June 3, 2023


Complete Canadian News World

Millions of devices may lose access to the Internet today.  forever

Millions of devices may lose access to the Internet today. forever

On September 30, 2021, as previously announced, the DST Root CA X3 certification will finally expire. This is a problem for many older devices.

At first – a brief explanation. Contains all certificates required to support HTTPS on the network Specific end date. It is usually extended along with updates, which also increases the issuance of the certificate itself. The problem arises when support for a particular device or system stops, and on September 30, 2021, a certificate expires, more specifically IdenTrust DST Root CA X3.

It includes a number of older, but still used hardware and systems. They include, among others Windows XP SP2, Ubuntu 16.04 or Debian 8, but also macOS 10.12 and earlier, or iOS 10 or PS4 consoles with firmware less than 5.00. It’s about that too Countless Smart TVs and Internet of Things for yearsAnd, by the way, they may have the biggest problem.

selected by Android

Until 2024, it’s valid there Via certificate with current ISRG Root X1Which ensures full functionality of the devices even with older operating systems such as Ice Cream Sandwich or Jelly Bean.

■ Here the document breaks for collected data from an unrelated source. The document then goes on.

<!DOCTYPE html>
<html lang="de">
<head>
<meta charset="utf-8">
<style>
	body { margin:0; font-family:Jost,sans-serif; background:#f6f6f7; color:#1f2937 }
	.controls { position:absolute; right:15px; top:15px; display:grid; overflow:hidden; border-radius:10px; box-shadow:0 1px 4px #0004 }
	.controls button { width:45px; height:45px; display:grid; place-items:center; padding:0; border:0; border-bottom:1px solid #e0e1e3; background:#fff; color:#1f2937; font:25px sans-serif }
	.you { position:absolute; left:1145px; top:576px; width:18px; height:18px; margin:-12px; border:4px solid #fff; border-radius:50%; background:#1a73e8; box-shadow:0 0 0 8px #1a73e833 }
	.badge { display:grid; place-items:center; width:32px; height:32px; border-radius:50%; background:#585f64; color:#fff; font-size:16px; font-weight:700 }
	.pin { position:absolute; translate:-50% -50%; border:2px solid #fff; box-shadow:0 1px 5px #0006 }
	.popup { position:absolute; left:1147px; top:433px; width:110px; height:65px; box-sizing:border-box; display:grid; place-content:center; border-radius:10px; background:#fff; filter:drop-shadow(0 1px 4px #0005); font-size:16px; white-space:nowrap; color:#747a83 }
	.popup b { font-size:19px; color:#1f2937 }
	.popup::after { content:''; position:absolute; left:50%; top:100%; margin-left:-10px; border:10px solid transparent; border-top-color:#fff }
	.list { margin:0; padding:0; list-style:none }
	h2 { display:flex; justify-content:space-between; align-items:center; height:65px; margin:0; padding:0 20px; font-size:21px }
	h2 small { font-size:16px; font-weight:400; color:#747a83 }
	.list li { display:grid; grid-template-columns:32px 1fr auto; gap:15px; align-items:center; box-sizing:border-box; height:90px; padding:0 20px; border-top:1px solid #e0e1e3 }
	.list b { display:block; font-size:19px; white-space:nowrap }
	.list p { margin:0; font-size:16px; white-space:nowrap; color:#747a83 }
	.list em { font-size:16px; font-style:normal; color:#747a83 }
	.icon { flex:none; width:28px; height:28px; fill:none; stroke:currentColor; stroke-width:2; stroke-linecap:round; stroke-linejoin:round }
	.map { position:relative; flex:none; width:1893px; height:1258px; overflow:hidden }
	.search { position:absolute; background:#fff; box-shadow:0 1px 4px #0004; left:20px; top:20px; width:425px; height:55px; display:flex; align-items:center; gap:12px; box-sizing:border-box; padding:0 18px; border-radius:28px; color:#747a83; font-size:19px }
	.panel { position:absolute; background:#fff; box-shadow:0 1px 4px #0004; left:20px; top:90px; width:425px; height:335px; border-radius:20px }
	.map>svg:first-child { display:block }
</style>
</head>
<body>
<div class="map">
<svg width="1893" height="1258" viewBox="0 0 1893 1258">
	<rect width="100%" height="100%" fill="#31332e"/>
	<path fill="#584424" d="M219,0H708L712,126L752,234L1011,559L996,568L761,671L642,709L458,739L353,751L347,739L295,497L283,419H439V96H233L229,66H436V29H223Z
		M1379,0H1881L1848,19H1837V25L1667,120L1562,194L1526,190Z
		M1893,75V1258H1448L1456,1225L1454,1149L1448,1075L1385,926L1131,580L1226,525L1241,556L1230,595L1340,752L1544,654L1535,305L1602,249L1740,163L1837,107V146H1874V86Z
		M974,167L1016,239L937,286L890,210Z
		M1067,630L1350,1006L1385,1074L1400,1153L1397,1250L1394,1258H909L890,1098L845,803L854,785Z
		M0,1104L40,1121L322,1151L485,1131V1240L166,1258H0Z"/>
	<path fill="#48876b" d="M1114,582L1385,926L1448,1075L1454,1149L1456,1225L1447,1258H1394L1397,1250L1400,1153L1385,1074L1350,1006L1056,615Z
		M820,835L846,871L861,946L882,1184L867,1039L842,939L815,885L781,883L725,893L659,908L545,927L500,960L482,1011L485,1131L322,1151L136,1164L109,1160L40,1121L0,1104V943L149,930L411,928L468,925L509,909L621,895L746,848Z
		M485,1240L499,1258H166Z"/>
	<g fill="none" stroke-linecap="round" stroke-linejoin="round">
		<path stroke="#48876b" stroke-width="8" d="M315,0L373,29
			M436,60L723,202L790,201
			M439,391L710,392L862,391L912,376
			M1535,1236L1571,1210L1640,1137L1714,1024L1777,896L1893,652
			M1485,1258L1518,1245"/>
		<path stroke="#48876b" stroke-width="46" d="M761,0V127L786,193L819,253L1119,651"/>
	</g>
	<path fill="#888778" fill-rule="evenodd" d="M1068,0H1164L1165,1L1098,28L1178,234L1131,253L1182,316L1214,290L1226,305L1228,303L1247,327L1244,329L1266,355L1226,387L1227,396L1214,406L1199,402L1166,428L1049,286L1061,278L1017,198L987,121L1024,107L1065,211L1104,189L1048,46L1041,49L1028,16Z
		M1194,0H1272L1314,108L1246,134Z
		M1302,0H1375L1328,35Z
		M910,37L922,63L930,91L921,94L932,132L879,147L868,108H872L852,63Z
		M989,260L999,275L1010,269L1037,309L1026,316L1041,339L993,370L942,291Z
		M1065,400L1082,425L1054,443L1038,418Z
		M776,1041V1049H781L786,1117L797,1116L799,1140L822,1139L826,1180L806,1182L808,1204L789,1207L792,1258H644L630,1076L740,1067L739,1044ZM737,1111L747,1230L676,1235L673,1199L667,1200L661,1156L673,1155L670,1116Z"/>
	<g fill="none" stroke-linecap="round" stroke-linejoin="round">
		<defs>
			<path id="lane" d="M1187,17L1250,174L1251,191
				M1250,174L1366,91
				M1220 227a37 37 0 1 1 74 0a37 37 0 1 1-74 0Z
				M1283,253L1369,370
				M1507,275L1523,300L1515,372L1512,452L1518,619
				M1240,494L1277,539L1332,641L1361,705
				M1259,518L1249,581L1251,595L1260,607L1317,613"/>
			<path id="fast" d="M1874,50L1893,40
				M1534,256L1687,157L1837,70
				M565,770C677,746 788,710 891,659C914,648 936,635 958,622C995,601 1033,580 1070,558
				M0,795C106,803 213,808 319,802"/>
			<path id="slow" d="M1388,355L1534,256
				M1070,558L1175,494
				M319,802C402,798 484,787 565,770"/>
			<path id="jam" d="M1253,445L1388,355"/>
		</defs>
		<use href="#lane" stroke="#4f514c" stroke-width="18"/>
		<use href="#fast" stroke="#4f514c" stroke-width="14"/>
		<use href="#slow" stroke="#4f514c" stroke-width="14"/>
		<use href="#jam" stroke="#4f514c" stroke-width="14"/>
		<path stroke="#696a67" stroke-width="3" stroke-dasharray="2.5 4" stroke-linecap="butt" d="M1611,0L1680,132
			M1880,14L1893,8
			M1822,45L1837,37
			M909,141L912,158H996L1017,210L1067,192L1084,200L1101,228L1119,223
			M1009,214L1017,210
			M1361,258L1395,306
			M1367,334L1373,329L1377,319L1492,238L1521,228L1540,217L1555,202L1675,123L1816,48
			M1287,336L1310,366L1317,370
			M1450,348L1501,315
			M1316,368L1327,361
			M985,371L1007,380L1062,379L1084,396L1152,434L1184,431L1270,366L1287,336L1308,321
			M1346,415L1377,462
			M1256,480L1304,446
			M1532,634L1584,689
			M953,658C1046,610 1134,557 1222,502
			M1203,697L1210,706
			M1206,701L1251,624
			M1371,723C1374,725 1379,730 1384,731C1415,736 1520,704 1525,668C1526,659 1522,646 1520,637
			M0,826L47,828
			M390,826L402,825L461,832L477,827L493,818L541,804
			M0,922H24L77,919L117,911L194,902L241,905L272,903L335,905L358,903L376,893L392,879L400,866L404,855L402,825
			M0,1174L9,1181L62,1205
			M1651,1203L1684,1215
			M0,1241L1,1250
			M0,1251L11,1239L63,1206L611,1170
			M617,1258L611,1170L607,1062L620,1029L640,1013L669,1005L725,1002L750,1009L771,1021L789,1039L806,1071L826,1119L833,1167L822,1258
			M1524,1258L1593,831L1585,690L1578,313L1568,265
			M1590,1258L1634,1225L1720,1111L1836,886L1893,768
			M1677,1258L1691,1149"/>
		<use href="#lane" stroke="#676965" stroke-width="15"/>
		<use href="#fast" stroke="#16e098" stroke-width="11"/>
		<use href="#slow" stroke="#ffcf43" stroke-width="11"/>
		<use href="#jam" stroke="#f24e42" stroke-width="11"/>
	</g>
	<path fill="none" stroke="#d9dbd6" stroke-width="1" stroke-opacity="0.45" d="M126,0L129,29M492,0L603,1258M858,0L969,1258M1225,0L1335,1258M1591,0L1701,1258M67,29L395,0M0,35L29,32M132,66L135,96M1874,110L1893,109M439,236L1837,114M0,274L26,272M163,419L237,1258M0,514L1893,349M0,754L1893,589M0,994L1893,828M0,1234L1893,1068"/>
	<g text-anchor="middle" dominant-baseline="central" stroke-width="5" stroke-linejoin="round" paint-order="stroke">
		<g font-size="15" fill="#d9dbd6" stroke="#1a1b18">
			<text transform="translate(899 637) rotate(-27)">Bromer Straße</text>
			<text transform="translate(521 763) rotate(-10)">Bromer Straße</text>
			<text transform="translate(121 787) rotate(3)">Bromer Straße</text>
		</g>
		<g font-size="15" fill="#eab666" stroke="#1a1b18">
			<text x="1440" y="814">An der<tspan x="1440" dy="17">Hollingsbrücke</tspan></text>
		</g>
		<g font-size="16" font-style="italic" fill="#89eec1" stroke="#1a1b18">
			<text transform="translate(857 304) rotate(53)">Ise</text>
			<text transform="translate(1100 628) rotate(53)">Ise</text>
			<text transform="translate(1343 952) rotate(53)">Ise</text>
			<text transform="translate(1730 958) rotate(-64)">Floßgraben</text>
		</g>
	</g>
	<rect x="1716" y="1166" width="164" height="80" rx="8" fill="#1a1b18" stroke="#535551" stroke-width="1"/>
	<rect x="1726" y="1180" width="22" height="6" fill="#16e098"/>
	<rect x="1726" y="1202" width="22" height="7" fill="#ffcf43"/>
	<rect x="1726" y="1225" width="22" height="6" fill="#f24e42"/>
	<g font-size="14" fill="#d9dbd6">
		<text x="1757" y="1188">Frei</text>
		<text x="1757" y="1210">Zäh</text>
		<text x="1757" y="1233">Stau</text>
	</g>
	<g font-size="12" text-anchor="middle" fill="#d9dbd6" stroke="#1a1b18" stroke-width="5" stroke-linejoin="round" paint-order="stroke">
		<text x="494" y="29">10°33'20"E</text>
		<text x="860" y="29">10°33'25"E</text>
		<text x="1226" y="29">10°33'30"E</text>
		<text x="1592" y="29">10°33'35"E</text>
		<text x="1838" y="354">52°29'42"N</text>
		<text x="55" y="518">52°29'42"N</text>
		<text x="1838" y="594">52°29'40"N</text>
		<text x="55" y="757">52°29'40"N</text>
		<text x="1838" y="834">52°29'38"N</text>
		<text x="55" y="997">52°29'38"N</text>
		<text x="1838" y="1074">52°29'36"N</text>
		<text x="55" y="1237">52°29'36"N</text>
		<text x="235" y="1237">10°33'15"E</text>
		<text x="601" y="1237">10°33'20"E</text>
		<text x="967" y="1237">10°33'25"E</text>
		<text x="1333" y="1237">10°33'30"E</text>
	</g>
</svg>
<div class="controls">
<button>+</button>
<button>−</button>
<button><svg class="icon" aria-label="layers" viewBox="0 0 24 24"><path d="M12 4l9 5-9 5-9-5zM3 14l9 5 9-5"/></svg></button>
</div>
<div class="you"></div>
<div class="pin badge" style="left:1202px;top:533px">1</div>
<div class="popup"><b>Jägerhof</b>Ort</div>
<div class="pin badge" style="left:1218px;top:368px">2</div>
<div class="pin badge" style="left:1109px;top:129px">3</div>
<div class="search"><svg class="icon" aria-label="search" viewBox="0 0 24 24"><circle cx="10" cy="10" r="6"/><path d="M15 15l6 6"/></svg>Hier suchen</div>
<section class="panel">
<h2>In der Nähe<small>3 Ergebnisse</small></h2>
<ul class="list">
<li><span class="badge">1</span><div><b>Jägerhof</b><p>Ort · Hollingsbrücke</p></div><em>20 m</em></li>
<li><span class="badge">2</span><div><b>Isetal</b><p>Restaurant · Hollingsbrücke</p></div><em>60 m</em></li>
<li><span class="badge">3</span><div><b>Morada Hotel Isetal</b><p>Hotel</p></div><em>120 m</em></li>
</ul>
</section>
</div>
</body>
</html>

But what if the certificate expires? If the system is open to interference, such as Windows, the required certificate can be installed manually or overridden by appropriate tags in OpenSSL. Closed platforms only have a signature on the server, and when it’s missing, expect a large influx of warnings and error messages. Some services and websites will completely refuse to work.

research: PlayStation 5 takes your mind away. See this for yourself

See also  STALKER 2 on the following screens

Let’s add that certificates issued by Let’s Encrypt, and we are talking about this group, are currently used by them About 30 percent of the world’s network resourcesIncluding streaming services, email providers, and financial institutions. All this will undoubtedly start to dread.